Consider how quickly an AI-managed equipment can broadcast information from earning calls compared to traditional human-driven analysis. Widely adopting these devices can lead to equal to informative playground, which can ensure more rapid and accurate market reactions for new income data. This landscape closely aligns with Grosman and Steiglitz (1980) proposal, where better information efficiency reduces the opportunities of mediated in anomalies such as PEAD.
Implications for investment professionals
Since the generative AI accelerates the interpretation and spread of financial information, its impact on market behavior may deepen. For investment professionals, this means traditional strategies that depend on delayed value reactions – such as the victim’s exploitation – may lose their edge. Analysts and portfolio managers will require rapid flow of information and to rebuild models and approaches to potentially compressed response windows.
However, widespread use of AI can also introduce new disabilities. If many market participants act on the same AI-generated summary or emotional signs, it can lead to overraction, instability spikes, or herring behavior, changing a form of disability with the other.
Contradictory, such as AI devices become the mainstream, the value of human decision may increase. In situations associated with ambiguity, qualitative nuances, or incomplete data, experienced professionals can be better equipped to explain what the algorithm recalls. Those who mix AI abilities with human insight can get a different competitive advantage.
key takeaways
- Old strategies may fade: PEAD-based trade can lose effectiveness because markets become more information-skilled.
- New incompetence can emerge: Uniform AI-operated reactions can trigger short-term deformities.
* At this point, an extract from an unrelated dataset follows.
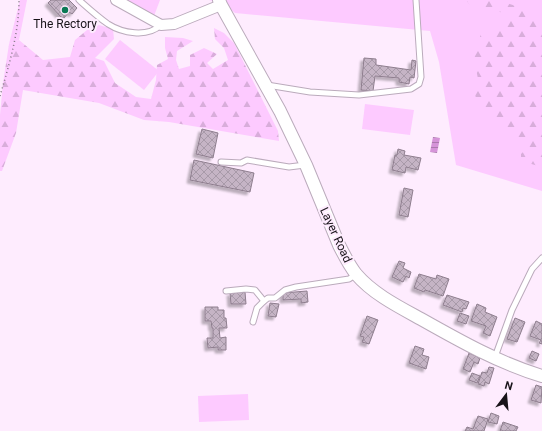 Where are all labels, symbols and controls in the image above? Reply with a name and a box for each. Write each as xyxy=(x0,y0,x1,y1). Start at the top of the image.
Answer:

- Human insight still matters: In fine or uncertain scenarios, specialist decision is important.
future directions
Looking forward, researchers have an important role. Longitudinal studies that compare market behavior before and after adopting AI-operated devices will be important to understand the permanent effects of technology. Additionally, the discovery of pre-elevated drifts-where investors estimate income news-may explain whether the generative AI improves forecasting or simply changes the first disabilities in the timeline.
While the long -term implications of the generative AI are uncertain, its ability to process and distribute the information on the scale is already changing how the market reacts. Investment professionals should remain agile, constantly develop their strategies to keep pace with the constantly changing informative landscape.